El viaje de Francisco por los lugares del Antiguo Testamento para acercarse a los cristianos perseguidos, allí donde el Isis instaló sus cuarteles. «Permanecieron inermes, signo de otra manera de concebir la vida»

Tanques. Lo que más me impresiona son los tanques. No están en fila ni a los lados del camino, sino plantados, inmóviles, sombríos y amenazantes en los cruces. Cuento hasta 14 en un trayecto de veinte minutos entre el aeropuerto de Bagdad y el palacio presidencial que antaño fue la residencia de Saddam Hussein, donde gestionaba las guerras del Golfo y que ahora ve al Papa católico encontrarse con el jefe de la nación y las autoridades políticas y civiles. «Sentía como un deber venir aquí», nos dice Francisco en el avión antes de pasar a saludar uno a uno a los periodistas de la prensa internacional que viajábamos con él. «Un deber».

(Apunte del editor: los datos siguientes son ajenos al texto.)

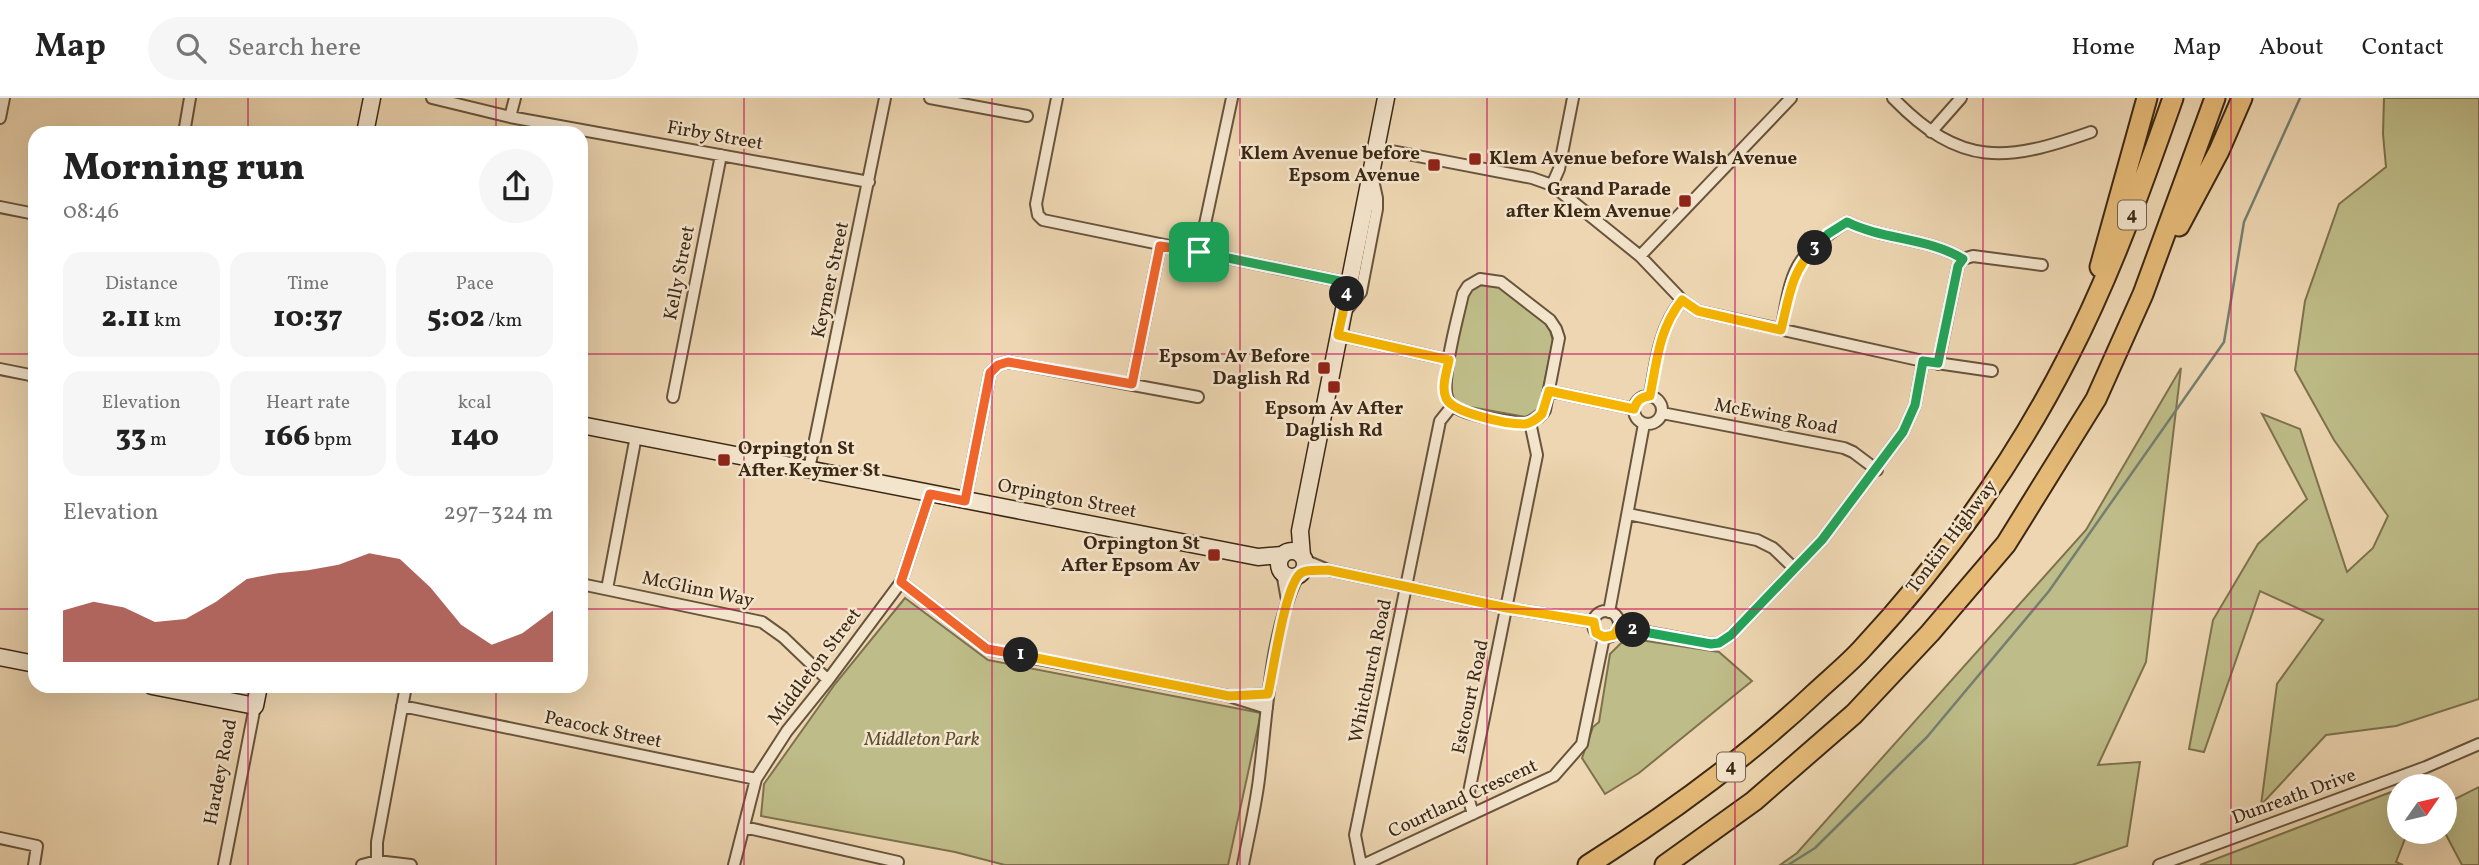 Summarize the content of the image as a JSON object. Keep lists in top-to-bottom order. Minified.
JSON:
{"streets":{"highway":["4","Tonkin Highway"],"street":["Firby Street","Kelly Street","Keymer Street","McEwing Road","Orpington Street","McGlinn Way","Middleton Street","Whitchurch Road","Estcourt Road","Peacock Street","Hardey Road","Dunreath Drive","Courtland Crescent"]},"crossings":[["Firby Street","Kelly Street"],["Firby Street","Keymer Street"],["Keymer Street","Orpington Street"],["Orpington Street","Middleton Street"],["McGlinn Way","Middleton Street"],["Middleton Street","Peacock Street"],["Whitchurch Road","Estcourt Road"],["Whitchurch Road","Courtland Crescent"],["Estcourt Road","Courtland Crescent"]],"parks":["Middleton Park"],"places":{"transit":["Klem Avenue before Walsh Avenue","Klem Avenue before Epsom Avenue","Grand Parade after Klem Avenue","Epsom Av Before Daglish Rd","Epsom Av After Daglish Rd","Orpington St After Keymer St","Orpington St After Epsom Av"]},"north":"top right","page":{"header":"Map","search":"Search here","nav":["Home","Map","About","Contact"],"heading":["Morning run","08:46"],"pins":["3","4","2","1"],"stats":[["Distance","2.11 km"],["Time","10:37"],["Pace","5:02 /km"],["Elevation","33 m"],["Heart rate","166 bpm"],["kcal","140"]],"chart":["Elevation","297–324 m"]}}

¿Pero por qué Iraq? ¿Por qué en este momento de pandemia? ¿Por qué, si la situación es tan incierta? ¿Por qué, si tanto en el Vaticano como en Iraq han intentado disuadirlo? Me lo pregunto mientras los helicópteros giran sobre nuestras cabezas protegiendo el convoy, con una inmensidad de soldados equipados para la guerra vigilando las calles, blindados con metralletas escoltando a su paso, drones controlando el terreno. Lo pienso y encuentro algunas explicaciones, pero el motivo profundo solo lo percibo en el siguiente encuentro, cuando Francisco entra en la catedral de Nuestra Señora de la Salvación, donde el 31 de octubre de 2010 irrumpieron, durante la misa, los milicianos del Isis provocando una masacre: 48 cristianos muertos, entre ellos dos sacerdotes. Hombres que se dicen religiosos matando como animales a personas que rezaban a un Dios distinto de aquel en el que ellos creen. Locura. Horror.
Ahora el Papa está aquí, en el lugar del martirio. Miro alrededor y me doy cuenta de que la iglesia está construida en forma de nave que sostiene a los creyentes, igual que la barca que llevaba a Jesús y sus discípulos en la tempestad. Jesús estaba allí, con ellos, durante la tempestad. Mientras sus amigos tenían la sensación de que la vida podía acabar, Jesús estaba allí. «Nos hemos reunido en esta catedral», dice Francisco, «bendecidos por la sangre de nuestros hermanos y hermanas que aquí han pagado el precio extremo de su fidelidad al Señor y a su Iglesia». En ese momento lo entiendo. Para el Papa, para cualquier cristiano, todo va ligado a esta presencia. Los discursos van después, o actúan a otro nivel. Presencia, solo presencia: ser, estar, aquí, físicamente, en esta catedral, junto a los hermanos, en los lugares del dolor y el sufrimiento, en la tempestad y en la alegría. Paradójicamente –pienso mientras Francisco deposita unas flores en el altar bajo un gran cuadro de la Virgen y el Niño Jesús, y reza en silencio– es igual que ir al colegio, a la universidad, al lugar de trabajo, o que ser Papa y viajar a Iraq: estar presente es el único criterio, una inmersión en la realidad.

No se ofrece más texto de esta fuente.